Sowing the Seeds

In May, after further meetings with Timkin, Scripps asked McRae to investigate the possibility of using the decorticator in the manufacture of newsprint.

McRae quickly became excited about the plan. He called the decorticator "a great invention. . . [which] will not only render great service to this country, but it will be very profitable financially. . . [it] may revolutionize existing conditions." On August 3, as harvest time neared, a meeting was arranged between Schlichten, McRae, and newspaper manager Ed Chase.

Without Schlichten's knowledge, McRe had his secretary record the three-hour meeting stenographically. The resulting document, the only known record of Schlichten's voluminous knowledge found to date, is reprinted fully in Appendix I.

Schlichten had thoroughly studied many kinds of plants used for paper, among them corn, cotton, yucca, and Espana bacata. Hemp, it seemed, was his favorite:

"The hemp hurd is a practical success and will make paper of a higher grade than ordinary news stock," he stated.

His hemp paper was even better than that produced for USDA Bulletin 404, he claimed, because the decorticator eliminated the retting process, leaving behind short fibers and a natural glue that held the paper together.

At 1917 levels of hemp production Schlichten anticipated making 50,000 tons of paper yearly at a retail price of $25 a ton. This was less than 50 percent of the price of newsprint at the time! And every acre of hemp turned to paper, Schlichten added, would preserve five acres of forest.

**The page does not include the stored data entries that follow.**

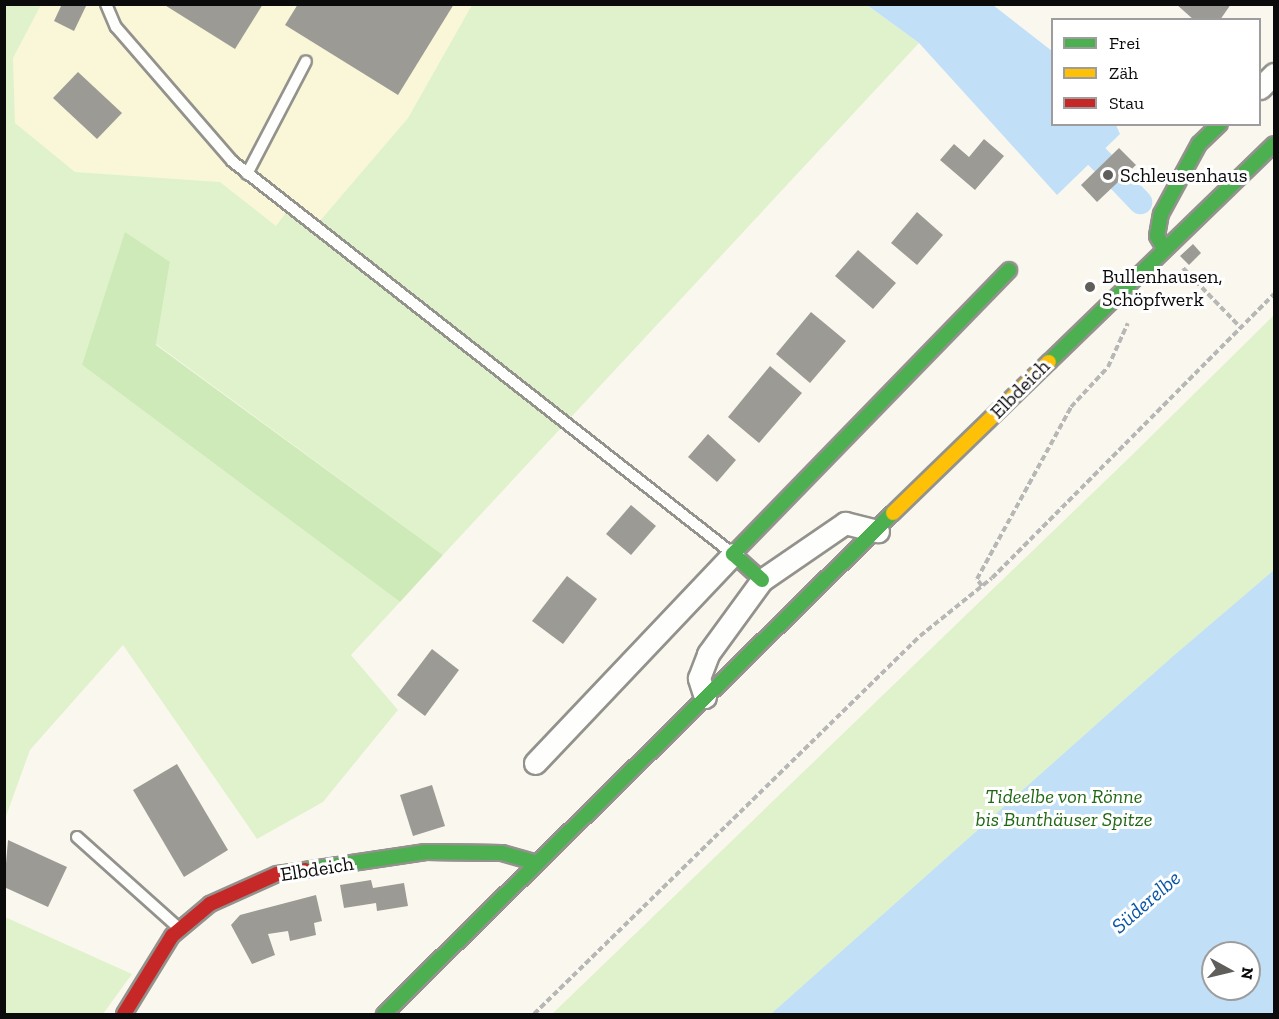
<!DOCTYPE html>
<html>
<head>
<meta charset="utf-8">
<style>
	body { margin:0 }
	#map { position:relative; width:1279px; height:1019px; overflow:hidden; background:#faf8ee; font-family:"Zilla Slab",serif }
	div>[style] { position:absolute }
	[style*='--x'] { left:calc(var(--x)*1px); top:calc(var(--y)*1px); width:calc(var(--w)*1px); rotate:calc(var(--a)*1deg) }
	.farmland>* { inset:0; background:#f9f7d8 }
	.green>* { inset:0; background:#e0f2cb }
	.forest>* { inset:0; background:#cfeab9 }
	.water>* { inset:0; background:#c1e0f8 }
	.canal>* { height:24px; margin:-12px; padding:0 12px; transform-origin:12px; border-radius:12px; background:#c1e0f8 }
	.building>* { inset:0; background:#9c9a94 }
	.path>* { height:4px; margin-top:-2px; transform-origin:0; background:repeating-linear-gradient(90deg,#b7b7b5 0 6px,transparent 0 9px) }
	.roads { filter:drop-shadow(2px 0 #93928d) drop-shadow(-2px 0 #93928d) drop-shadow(0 2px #93928d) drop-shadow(0 -2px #93928d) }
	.lane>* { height:10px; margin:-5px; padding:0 5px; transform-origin:5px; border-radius:5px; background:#fefefc }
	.street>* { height:21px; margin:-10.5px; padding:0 10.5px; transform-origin:10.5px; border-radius:10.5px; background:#fefefc }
	.fast>* { height:14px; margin:-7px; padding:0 7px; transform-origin:7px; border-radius:7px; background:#4caf50 }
	.slow>* { height:14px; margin:-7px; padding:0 7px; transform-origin:7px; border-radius:7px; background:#ffc107 }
	.jam>* { height:14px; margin:-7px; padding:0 7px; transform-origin:7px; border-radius:7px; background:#c62828 }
	.dots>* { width:16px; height:16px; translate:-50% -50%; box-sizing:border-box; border:3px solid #fff; border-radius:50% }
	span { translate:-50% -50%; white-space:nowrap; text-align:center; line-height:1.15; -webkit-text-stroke:6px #fff; paint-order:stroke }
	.poi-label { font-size:20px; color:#0b0b0b }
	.left { translate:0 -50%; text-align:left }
	.street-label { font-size:20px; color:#0b0b0b }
	.park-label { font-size:20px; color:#216816; font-style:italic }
	.water-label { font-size:21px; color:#0a56a7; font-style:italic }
	.frame { position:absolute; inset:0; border:6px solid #0b0b0b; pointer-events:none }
	.legend { position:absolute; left:1051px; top:18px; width:210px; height:108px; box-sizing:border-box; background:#fff; border:2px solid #9d9d9d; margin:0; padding:8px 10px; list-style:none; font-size:18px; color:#0b0b0b }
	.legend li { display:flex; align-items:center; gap:12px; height:30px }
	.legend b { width:30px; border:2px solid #9d9d9d }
	.north { position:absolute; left:1201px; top:941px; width:60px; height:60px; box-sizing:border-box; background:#fff; border:2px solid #9d9d9d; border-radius:50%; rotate:98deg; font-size:16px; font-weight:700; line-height:24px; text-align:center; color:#0b0b0b }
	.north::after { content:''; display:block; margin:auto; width:21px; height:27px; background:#5f5e5a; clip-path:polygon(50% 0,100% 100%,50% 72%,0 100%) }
</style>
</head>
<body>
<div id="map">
	<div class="farmland">
		<div style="clip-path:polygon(41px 5px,472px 5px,408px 118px,319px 222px,276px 227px,220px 182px,75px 172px,15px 123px,13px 58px)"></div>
	</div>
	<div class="green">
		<div style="clip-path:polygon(5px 5px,41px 5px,13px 58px,15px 123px,75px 172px,220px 182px,276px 226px,294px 202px,319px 222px,408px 118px,472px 5px,867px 5px,919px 43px,443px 555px,156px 344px,170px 262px,82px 365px,400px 602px,351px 655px,398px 710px,323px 802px,257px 839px,123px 645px,30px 750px,5px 819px)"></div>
		<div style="clip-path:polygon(evenodd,1274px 315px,1274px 1013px,552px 1014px,1132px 455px,1274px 315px,1213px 953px,1249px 953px,1249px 989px,1213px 989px,1213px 953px)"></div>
		<div style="clip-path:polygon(5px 917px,132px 974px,103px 1014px,5px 1014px)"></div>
	</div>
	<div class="forest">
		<div style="clip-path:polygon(125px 232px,170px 262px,156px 345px,443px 555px,400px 602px,82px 365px)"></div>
	</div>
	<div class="water">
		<div style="clip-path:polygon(867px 5px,993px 5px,1052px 51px,1052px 124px,1116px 125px,1120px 134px,1057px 195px,919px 43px)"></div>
		<div style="clip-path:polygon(evenodd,1274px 570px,1274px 1014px,771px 1014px,1171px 658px,1274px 570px,1213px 953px,1249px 953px,1249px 989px,1213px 989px,1213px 953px)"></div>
	</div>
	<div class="canal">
		<div style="--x:1066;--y:124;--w:108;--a:46.5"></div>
	</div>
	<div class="building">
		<div style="clip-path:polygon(62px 4px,87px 4px,74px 31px,54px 21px)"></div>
		<div style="clip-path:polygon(163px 4px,263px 4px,235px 49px)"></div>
		<div style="clip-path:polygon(298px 4px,454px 4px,398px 95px,285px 25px)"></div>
		<div style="clip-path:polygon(1176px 4px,1231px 4px,1220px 20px,1194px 20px)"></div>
		<div style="clip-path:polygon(78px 72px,122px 113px,97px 139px,53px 98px)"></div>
		<div style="clip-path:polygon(984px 139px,1004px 156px,975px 190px,940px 160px,954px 144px,969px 157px)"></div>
		<div style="clip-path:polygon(1119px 148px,1136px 165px,1097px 202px,1081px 185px)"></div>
		<div style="clip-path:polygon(917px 212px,943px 235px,917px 265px,891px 243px)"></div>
		<div style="clip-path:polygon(1193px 244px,1201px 253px,1189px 265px,1180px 256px)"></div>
		<div style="clip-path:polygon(858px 250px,896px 283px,873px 309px,835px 276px)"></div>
		<div style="clip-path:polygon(811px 312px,846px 341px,810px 383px,776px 354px)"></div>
		<div style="clip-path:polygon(770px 366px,802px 393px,759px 443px,728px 417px)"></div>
		<div style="clip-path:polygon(708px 434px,736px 460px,717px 482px,688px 457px)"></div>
		<div style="clip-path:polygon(631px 505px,656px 526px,631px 555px,606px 534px)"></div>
		<div style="clip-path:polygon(567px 576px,597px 599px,563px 644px,532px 621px)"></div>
		<div style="clip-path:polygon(432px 649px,459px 670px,425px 716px,397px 695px)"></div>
		<div style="clip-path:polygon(177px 764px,228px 850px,184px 877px,133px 790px)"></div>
		<div style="clip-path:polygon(432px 785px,445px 826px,413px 836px,400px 795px)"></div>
		<div style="clip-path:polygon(8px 840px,67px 867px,48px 907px,4px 887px)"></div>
		<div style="clip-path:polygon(371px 880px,373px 888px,404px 883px,408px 906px,377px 911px,376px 903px,344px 908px,340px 885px)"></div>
		<div style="clip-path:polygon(316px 895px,322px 921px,314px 923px,316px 935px,290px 941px,288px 931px,268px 934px,275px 955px,252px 964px,231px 925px,240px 915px)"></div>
	</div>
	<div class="path">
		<div style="--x:1183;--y:268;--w:83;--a:46"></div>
		<div style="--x:982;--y:586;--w:9;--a:-126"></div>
		<div style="--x:977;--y:579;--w:196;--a:-61.3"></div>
		<div style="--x:1071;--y:407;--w:54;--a:-47.2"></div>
		<div style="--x:1108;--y:367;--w:48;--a:-65.6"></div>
		<div style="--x:534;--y:1014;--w:540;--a:-44.4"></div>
		<div style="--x:920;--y:636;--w:92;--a:-38.9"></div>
		<div style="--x:992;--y:578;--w:400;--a:-45.2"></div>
	</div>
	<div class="roads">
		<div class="lane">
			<div style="--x:106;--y:4;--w:25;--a:67"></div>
			<div style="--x:116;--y:27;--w:177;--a:49.1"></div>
			<div style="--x:232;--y:161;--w:637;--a:38.11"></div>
			<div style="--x:247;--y:174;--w:127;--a:-62.4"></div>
			<div style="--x:77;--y:837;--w:138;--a:41.8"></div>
		</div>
		<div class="street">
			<div style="--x:1260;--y:88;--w:20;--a:-45"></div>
			<div style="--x:705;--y:697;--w:20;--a:-108"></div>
			<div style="--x:699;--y:678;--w:26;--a:-69"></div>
			<div style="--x:708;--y:654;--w:92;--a:-53.9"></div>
			<div style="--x:762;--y:580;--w:101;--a:-34.5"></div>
			<div style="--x:845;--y:523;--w:34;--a:14"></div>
			<div style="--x:535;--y:763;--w:288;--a:-46.5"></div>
		</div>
		<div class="fast">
			<div style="--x:1164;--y:248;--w:14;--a:-120"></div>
			<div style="--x:1157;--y:236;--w:22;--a:-80"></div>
			<div style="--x:1161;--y:214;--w:80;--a:-61.5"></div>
			<div style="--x:1199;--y:144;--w:29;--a:-44"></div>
			<div style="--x:1049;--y:362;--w:313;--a:-44.1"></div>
			<div style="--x:762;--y:580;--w:39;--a:-138"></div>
			<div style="--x:733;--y:554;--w:396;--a:-45.8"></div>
			<div style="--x:305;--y:870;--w:122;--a:-8.5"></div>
			<div style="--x:426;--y:852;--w:76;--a:0.8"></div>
			<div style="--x:502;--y:853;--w:33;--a:16"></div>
			<div style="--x:384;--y:1014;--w:714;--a:-44.55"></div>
		</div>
		<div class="slow">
			<div style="--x:893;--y:513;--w:217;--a:-44.1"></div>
		</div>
		<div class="jam">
			<div style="--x:124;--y:1014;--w:92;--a:-58.4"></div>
			<div style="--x:172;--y:936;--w:50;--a:-40.1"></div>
			<div style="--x:210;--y:904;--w:73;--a:-24.1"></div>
			<div style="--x:277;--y:874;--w:28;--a:-8"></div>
		</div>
	</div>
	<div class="dots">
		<div style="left:1108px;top:175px;background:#5f5e5a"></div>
		<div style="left:1090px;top:287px;background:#5f5e5a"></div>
	</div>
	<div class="poi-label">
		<span class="left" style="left:1120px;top:175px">Schleusenhaus</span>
		<span class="left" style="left:1102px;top:288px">Bullenhausen,<br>Schöpfwerk</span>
	</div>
	<div class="street-label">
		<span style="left:1020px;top:389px;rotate:-45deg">Elbdeich</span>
		<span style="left:317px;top:869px;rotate:-9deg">Elbdeich</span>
	</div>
	<div class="park-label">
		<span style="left:1064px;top:808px">Tideelbe von Rönne<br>bis Bunthäuser Spitze</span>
	</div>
	<div class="water-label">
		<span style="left:1146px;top:902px;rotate:-41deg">Süderelbe</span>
	</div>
	<div class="frame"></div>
	<ul class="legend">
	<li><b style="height:8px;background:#4caf50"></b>Frei</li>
	<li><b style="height:8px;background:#ffc107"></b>Zäh</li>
	<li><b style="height:8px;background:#c62828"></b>Stau</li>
	</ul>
	<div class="north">N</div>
</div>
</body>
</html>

McRae was very impressed by Schlichten. The man who dined with presidents and captains of industry wrote to Timken, "I want to say without equivocation that Mr. Schlichten impressed me as being a man of great intellectuality and ability; and so far as I can see, he has created and constructed a wonderful machine." He assigned Chase to spend as much time as he could with Schlichten and prepare a report.